Hacker News new | past | comments | ask | show | jobs | submit login
A quarter of online ad traffic is fraudulent (adweek.com)
78 points by elorant on Oct 20, 2013 | hide | past | favorite | 37 comments



While this is probably true -- or even worse -- I think this is already baked into the rates advertisers are paying. Sophisticated advertisers have conversion rates they track carefully and what they bid/spend on ads is worked-to backwards from that number. In other words, if a conversion is worth $5 to me, and I see I get a 3% conversion rate, I'm not going to spend more than $0.15 per click.

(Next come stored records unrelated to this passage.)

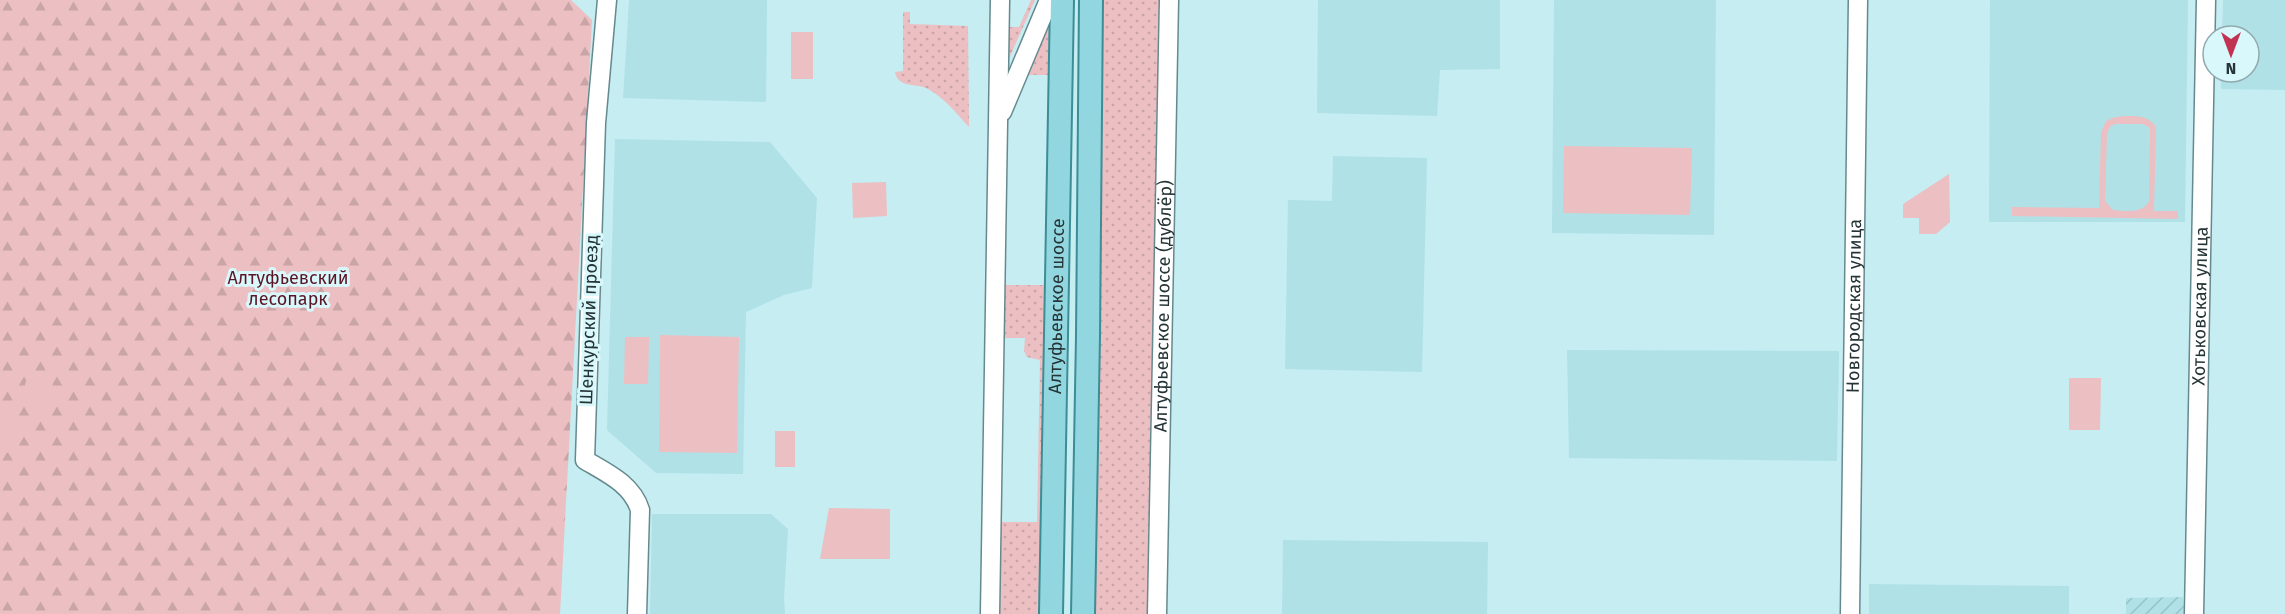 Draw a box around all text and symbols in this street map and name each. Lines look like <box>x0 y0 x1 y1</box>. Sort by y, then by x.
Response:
north arrow <box>2201 24 2261 84</box>
text: N <box>2226 59 2236 78</box>
street label: Алтуфьевское шоссе (дублёр) <box>1150 180 1176 432</box>
street label: Алтуфьевское шоссе <box>1044 218 1069 394</box>
street label: Новгородская улица <box>1842 219 1866 393</box>
street label: Хотьковская улица <box>2187 226 2213 386</box>
street label: Шенкурский проезд <box>575 234 603 406</box>
park label: Алтуфьевский лесопарк <box>228 267 349 310</box> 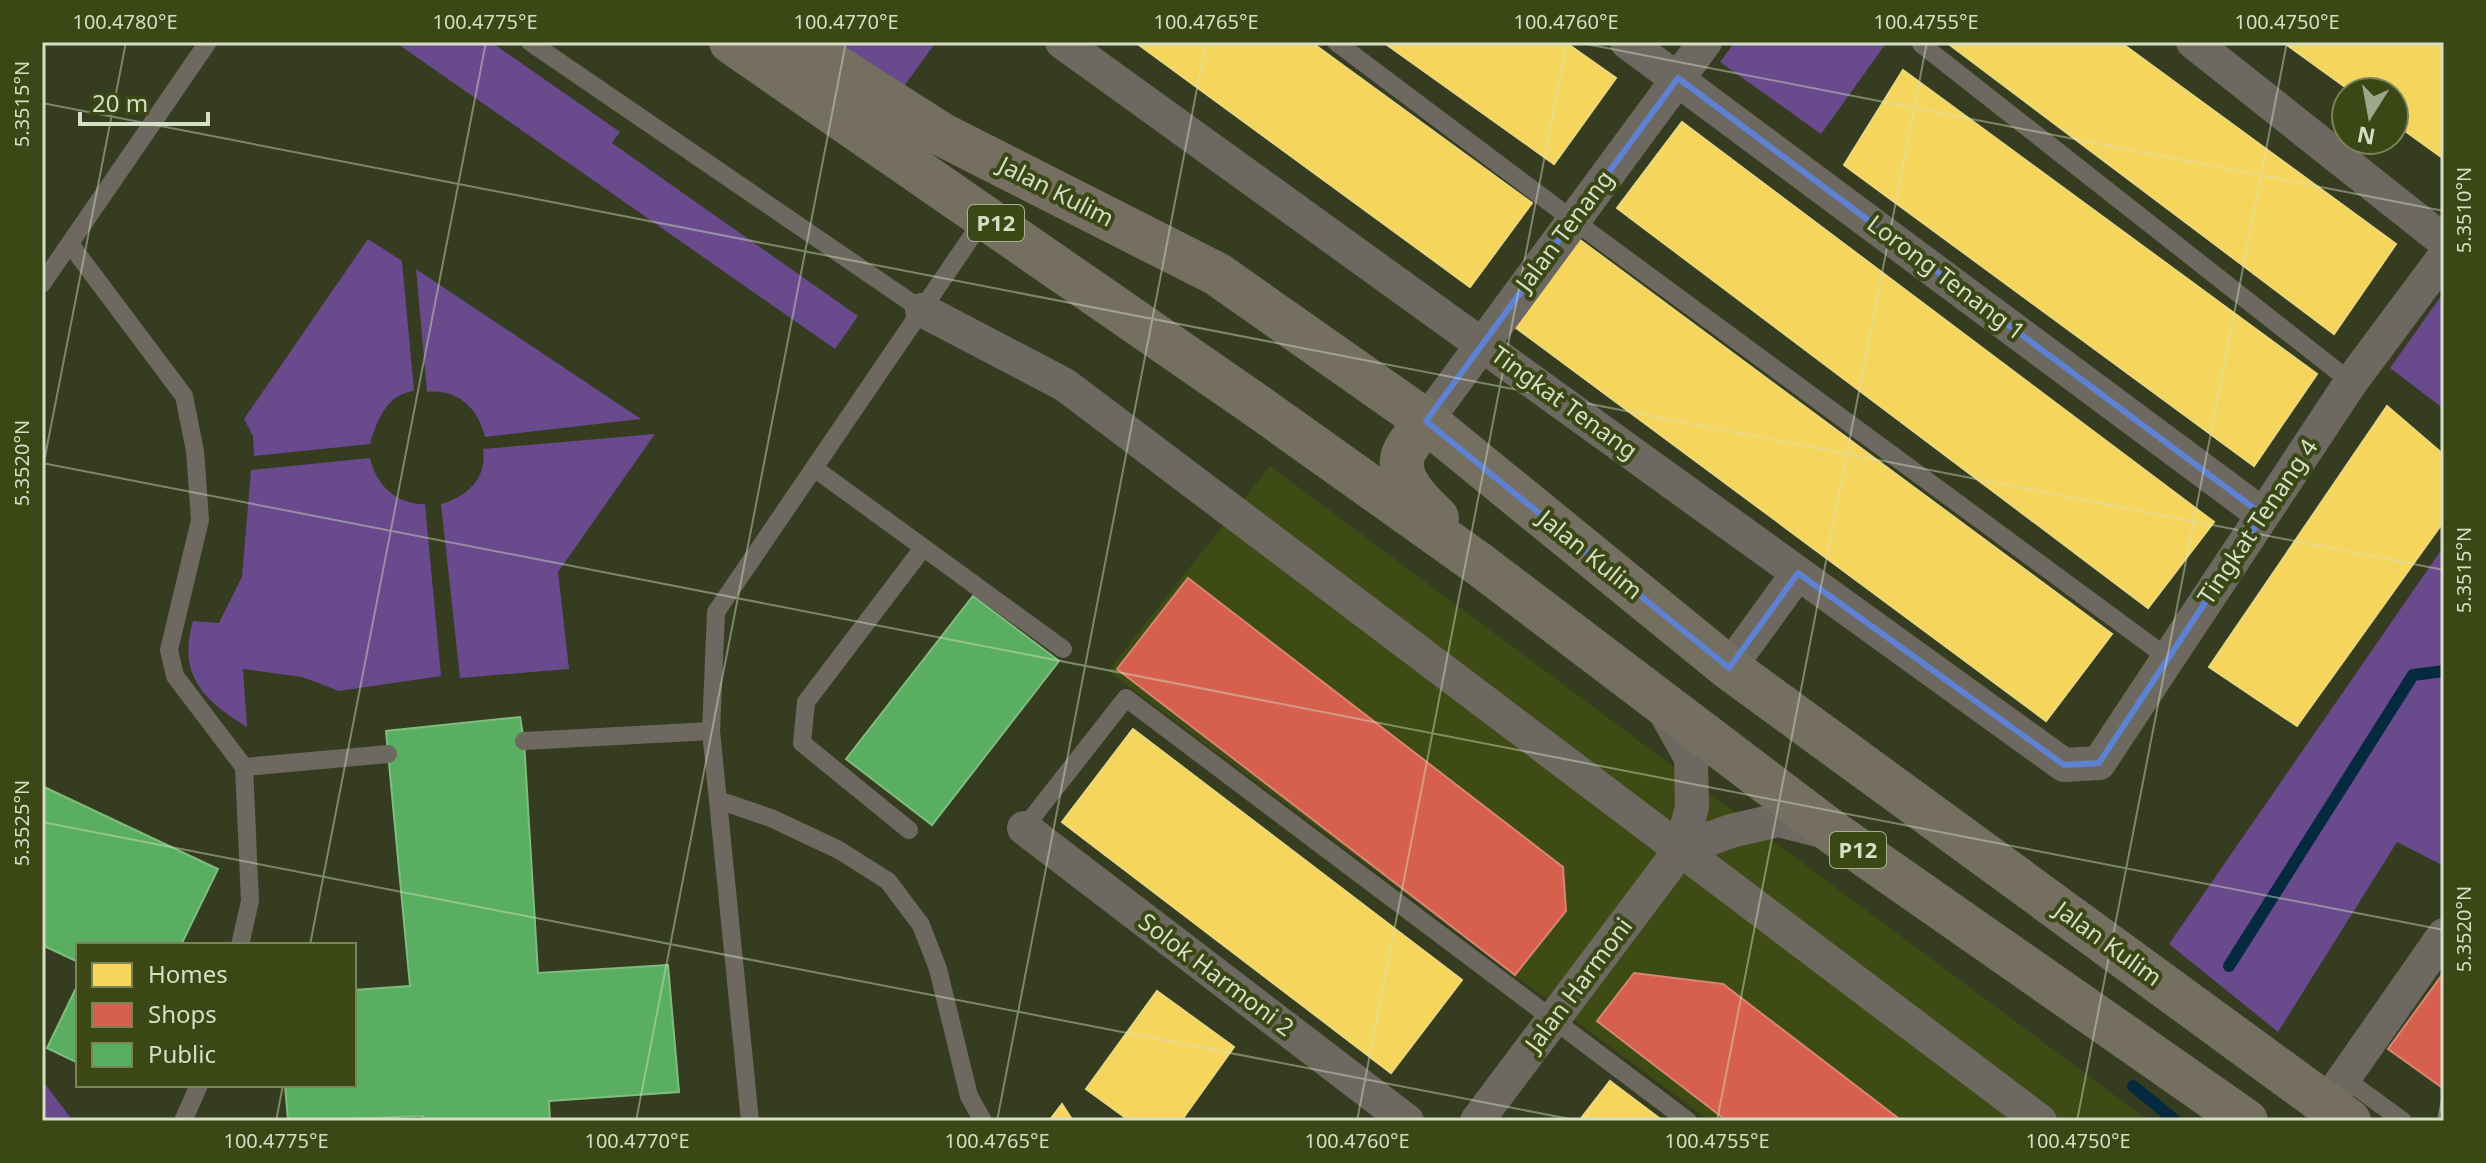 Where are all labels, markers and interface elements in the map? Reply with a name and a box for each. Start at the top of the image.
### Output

Obviously this isn't a universal truth, and branding campaigns are more difficult to price, but this story is posted cyclically and it I often read people's take that this is a stat indicating things are unsustainable and headed for a correction, but I think we're past that. Online advertisers have grown more sophisticated over the last decade and CPMs & CPCs have dropped significantly along with that.

Curious what anybody else thinks..


I agree. Fake traffic or not, it's factored into the price and the stats are still just too good compared to what you can get anywhere else from an information standpoint. As a marketing person, you're always proving your worth--digital ads make this a lot easier (at least if you're good at your job).

The problem (at least if you're selling digital ads) is I don't see a scenario where margins increase. The "ad network" effect will continue and there will be more consolidation in the industry with more link-bait headlines coming out of blog mills. The area where there could be more profit would be if content creators integrated more with advertisers, which is only going to get hairy and annoying in a different way. But for something like NYT--I wouldn't be all that surprised if the line between advertiser and content continues getting more fuzzy in order to maintain decent CPMs on what is probably a relatively fixed amount of traffic/inventory.

Another opportunity comes to mind--better demographic targeting, better inference algorithms (given a list of factors, what can we tell about this person re: age/sex/income/likelihood-to-buy-our-specific product-based-on-past-purchases?)--these will also allow content creators to maintain higher CPMs, so there's probably a market there.


Yep, this is absolutely true. At Perfect Audience, our advertisers are often using as many as 3 or even 4 tools to track and measure their return on ad spend. The numbers don't always line up exactly from tool to tool, but they can see pretty quickly and clearly if a new channel's going to product ROI or be a dog for them.


On the one hand you're true, on the other hand if somebody steals £10 from my wallet every day I can budget my life to not care about it, but I'm still having money stolen from me.

Just because it works now, if you could get rid of the fraud then either advertisers could get better value, or legitimate sellers could make more money, or both.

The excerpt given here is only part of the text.